It’s a story as old as the automobile. You get started on a project and then life happens and your project ends up sitting, untouched, for an extended period of time. This particular small-block came out of a 1966 Chevelle after a rapid unplanned disassembly in the late ‘90s and then spent the next two and a half decades in storage, untouched, unloved. But, then Hagerty came along and decided to not only revive it, but do so in their signature time-lapse style.
The 283 may not have led the hardest of lives when it was in the car, but combine that with 25 years of sitting in a corner, and the Redline Rebuild team had some work cut out for them. Fortunately, the Gen-1 small-block Chevy engine parts are almost literally a dime a dozen and available by the pallet, so finding replacement parts wasn’t an issue.
After an initial teardown and deep cleaning, which the engine sorely needed, the block deck was skimmed and the rotating assembly got a ride on the balancing machine. Then the valve covers were treated with some chemical stripper, and both the block and valve covers got a coat of primer and fresh Chevrolet Orange paint. Nothing like some freshly machined decks and a new coat of paint to make an old block look like a million bucks.

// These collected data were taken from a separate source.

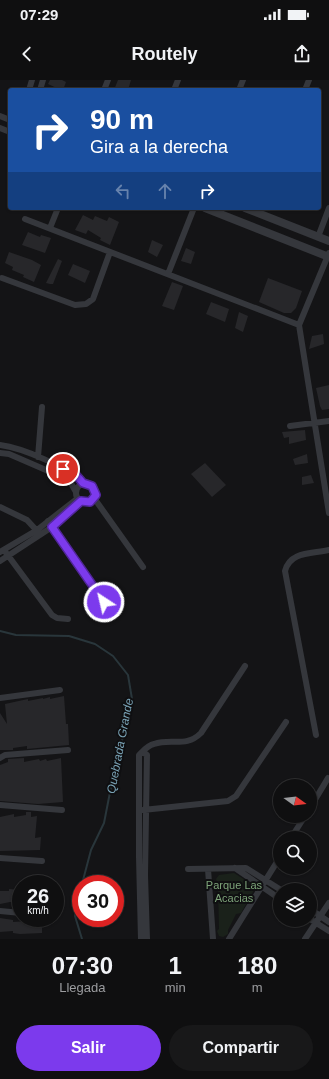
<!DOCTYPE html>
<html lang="es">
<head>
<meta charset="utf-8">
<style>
	body { margin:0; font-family:Arial,sans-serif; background:#181819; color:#f1f3f6; height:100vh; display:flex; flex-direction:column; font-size:15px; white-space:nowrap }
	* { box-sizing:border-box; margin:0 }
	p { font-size:13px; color:#9b9c9f }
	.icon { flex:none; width:22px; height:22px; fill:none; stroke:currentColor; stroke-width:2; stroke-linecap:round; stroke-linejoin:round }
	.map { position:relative; height:859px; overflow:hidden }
	.details { display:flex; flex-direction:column; background:#0f0f10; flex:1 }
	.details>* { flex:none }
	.hud { position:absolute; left:8px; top:8px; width:313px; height:122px; border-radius:4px; box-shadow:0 1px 3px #0004,0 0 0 1px #2f2f30; background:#1a4fa0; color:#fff; overflow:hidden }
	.needle { width:26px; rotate:105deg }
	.tools { position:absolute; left:273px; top:699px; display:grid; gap:8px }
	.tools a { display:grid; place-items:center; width:44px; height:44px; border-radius:50%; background:#0f0f10; box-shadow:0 1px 3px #0004,0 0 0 1px #2f2f30; font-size:20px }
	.speed { position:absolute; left:12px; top:795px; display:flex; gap:8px; font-size:20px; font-weight:700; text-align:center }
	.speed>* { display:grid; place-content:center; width:52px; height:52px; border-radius:50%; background:#0f0f10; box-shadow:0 1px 3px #0004,0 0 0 1px #2f2f30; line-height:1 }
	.speed small { font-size:10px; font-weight:400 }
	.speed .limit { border:6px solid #d22; background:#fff; color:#111 }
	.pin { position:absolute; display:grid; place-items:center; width:34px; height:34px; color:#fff; margin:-17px; border:2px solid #fff; border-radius:50%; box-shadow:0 1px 4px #0007 }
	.me { position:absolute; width:44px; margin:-22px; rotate:325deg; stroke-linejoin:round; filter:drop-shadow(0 0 3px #0008) }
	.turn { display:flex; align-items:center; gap:14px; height:84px; padding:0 16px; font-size:18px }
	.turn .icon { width:52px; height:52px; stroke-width:2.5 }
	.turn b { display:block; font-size:28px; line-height:34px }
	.lanes { display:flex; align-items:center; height:38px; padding:0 16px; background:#0003; justify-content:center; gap:20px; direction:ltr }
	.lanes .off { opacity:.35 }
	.eta { display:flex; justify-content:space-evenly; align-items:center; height:68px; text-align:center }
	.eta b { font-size:24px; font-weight:800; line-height:28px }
	.cta { display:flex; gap:8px; margin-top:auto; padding:8px 16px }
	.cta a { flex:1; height:46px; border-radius:24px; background:#7c3aed; color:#fff; font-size:16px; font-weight:800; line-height:46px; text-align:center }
	.cta a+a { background:#181819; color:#f1f3f6 }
	.status { display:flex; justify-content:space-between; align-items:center; height:28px; padding:0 20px; background:#0f0f10; direction:ltr }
	.status svg { height:11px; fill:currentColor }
	header { display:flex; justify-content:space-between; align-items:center; height:52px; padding:0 16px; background:#0f0f10; font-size:18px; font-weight:800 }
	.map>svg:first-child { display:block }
	.green { fill:#1a211a }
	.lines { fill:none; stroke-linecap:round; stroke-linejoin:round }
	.stream { stroke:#29363b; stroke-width:2 }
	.building { fill:#27272a }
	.minor { stroke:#35373c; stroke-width:6 }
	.tertiary { stroke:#35373c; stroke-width:8 }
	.route-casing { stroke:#51269a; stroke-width:10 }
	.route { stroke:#7c3aed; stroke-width:7 }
	.labels { text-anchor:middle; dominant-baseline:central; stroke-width:4; stroke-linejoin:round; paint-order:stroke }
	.park-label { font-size:11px; fill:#7ea47a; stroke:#0f0f11 }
	.water-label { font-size:12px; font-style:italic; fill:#79a2b5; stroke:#0f0f11 }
</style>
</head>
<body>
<div class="status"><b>07:29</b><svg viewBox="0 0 49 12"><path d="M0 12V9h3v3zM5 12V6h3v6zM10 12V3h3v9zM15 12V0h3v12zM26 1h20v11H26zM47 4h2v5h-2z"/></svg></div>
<header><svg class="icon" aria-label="back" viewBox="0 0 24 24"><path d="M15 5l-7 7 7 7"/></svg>Routely<svg class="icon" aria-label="share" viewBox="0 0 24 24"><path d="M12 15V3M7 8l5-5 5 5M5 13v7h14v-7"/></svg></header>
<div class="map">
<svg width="329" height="859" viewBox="0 0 329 859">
	<rect width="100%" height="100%" fill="#141416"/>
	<path class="green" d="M234 793 253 805 254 810 241 833 236 834 228 850V854L223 857 219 856 217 851 219 849 218 804 216 799 219 795Z"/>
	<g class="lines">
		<path class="stream" d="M0 551 16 555 69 556 95 564 113 576 128 595 132 619 112 702 104 743 91 770 82 804
			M81 809 75 836 82 859"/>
	</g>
	<path class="building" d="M50 0H62L66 2 63 10H61L48 4Z
		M118 0H131L128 10H114Z
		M83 135 93 140 95 136 107 141 109 137 119 142 110 165 100 160 101 158 88 150 86 154 75 150Z
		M28 152 40 157 41 155 51 158 45 173 22 165Z
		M152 160 163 165 157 177 148 172Z
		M186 168 195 172 191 184 181 181Z
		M9 172 32 180 41 185 34 202 23 197 24 195 12 190 13 187 5 183Z
		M58 179 62 181 53 204H50L46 203Z
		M73 184 90 191 85 203 68 195Z
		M268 198 302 211 296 228 291 233H284L259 222Z
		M172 202 183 206 174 230 162 226Z
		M211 222 229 229 225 242 206 234Z
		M239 232 248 236 243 252 235 248Z
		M323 254 324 264 309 269 312 256Z
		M329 305V329L322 330 320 326 316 308Z
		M305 350 306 360 289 364V357L284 358 282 352Z
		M307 374 308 383 295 385 293 379Z
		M205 383 226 405 212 417 191 394Z
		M311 395 314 403 302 405V397Z
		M64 616 66 644H68L69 665 27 669V666L13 668V670H0V633L7 644 5 624 28 619V621L43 618V619L50 617V619Z
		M24 678V682L39 679 40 681 46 679 47 681 61 678 63 722 38 724 0 721V685L8 682V679Z
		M26 732H31V737L37 736 35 758 41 757 40 770 0 771V737L14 734V737L26 735Z
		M9 809 21 810V823L10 822 0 824V811H9Z
		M0 838 13 840V842L42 840V853L20 854 13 853V851L0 852Z"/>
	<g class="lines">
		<path class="minor" d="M29 10 32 0
			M40 10 43 0
			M104 10 108 0
			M174 10 178 0
			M239 10 243 0
			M305 10 309 0
			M0 36 10 40
			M0 48 10 52
			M25 139 299 245
			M50 148 58 128
			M318 157 329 128
			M329 173 299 245 329 433
			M168 194 194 128
			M2 198 75 225 86 224 93 219 110 172
			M290 346 329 341
			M0 365C23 368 67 387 83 403
			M0 373 9 374 69 400 76 412
			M38 377 42 327
			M76 413a10 10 0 1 1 20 0a10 10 0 1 1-20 0Z
			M94 418 143 487
			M0 427 27 440 38 452
			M48 441 104 522
			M4 470 52 535 57 538 68 539
			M0 472 37 450 78 418
			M0 481 52 447 81 421
			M0 618 60 610
			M316 655 285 491C290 471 312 474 329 470
			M143 672 147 675 145 795 147 859
			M0 678 5 675 68 670
			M0 725 62 730
			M310 728 328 698
			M143 730 228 721 236 716 286 642
			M291 758 305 736
			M0 778 42 781
			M235 788 280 819
			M188 789 246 788 281 810
			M208 789 213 859
			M310 829 329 842
			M0 831 21 833
			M310 839 329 851
			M141 859 139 777V675C143 671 148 665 154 664 172 658 186 668 201 653L245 586
			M229 859 280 777
			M305 859 329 823"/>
		<path class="tertiary" d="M205 128 329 177
			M245 128 329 161"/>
	</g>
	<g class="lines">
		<defs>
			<path id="route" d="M63 389 76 395 83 403 92 406 96 415 90 422 81 421 52 447 104 522"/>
		</defs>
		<use href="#route" class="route-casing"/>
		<use href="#route" class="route"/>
	</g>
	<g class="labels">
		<g class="park-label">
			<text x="234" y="805">Parque Las<tspan x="234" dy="13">Acacias</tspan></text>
		</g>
		<g class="water-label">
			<text transform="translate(120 666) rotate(-79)">Quebrada Grande</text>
		</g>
	</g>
</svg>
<div class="tools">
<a><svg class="needle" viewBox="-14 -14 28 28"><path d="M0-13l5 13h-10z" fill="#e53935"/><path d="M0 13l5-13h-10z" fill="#9b9c9f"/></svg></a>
<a><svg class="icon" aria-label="search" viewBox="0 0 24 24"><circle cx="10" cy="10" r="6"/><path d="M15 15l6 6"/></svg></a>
<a><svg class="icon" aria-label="layers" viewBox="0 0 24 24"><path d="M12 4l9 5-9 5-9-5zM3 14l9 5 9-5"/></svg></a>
</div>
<div class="speed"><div>26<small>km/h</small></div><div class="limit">30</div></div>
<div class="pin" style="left:63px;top:389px;background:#d93025"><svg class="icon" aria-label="arrive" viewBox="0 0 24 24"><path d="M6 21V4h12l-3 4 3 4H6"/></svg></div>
<svg class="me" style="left:104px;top:522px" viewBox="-20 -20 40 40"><circle r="17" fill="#7c3aed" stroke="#fff" stroke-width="3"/><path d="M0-11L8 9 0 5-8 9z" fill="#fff"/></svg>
<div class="hud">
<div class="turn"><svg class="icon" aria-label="right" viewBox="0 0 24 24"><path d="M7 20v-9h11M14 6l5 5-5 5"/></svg><div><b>90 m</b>Gira a la derecha</div></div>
<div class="lanes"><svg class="icon off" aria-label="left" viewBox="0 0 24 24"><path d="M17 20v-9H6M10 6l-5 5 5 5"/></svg><svg class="icon off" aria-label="ahead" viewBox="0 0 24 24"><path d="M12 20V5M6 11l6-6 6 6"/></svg><svg class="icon" aria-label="right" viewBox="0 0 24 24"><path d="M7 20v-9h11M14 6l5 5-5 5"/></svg></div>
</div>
</div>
<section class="details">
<div class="eta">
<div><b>07:30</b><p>Llegada</p></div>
<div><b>1</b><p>min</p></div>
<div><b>180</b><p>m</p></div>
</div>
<div class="cta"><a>Salir</a><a>Compartir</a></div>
</section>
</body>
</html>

From there the short-block went back together with a brand new set of KB pistons and rings and some new bearings, a new oil pump and some paint on the oil pan. The 283 heads were rebuilt with a new valvetrain before being bolted on, and were topped off with the original intake manifold, also dressed in Chevrolet Orange.
More than just a fresh coat of paint, this small-block Chevy engine was given a new lease on life. It’s a testament to both the durability of the original design as well as the aftermarket support available for an almost 70-year-old engine design. Besides just being a visually appealing video to watch, it’s proof that our engines will be around for a long time to come.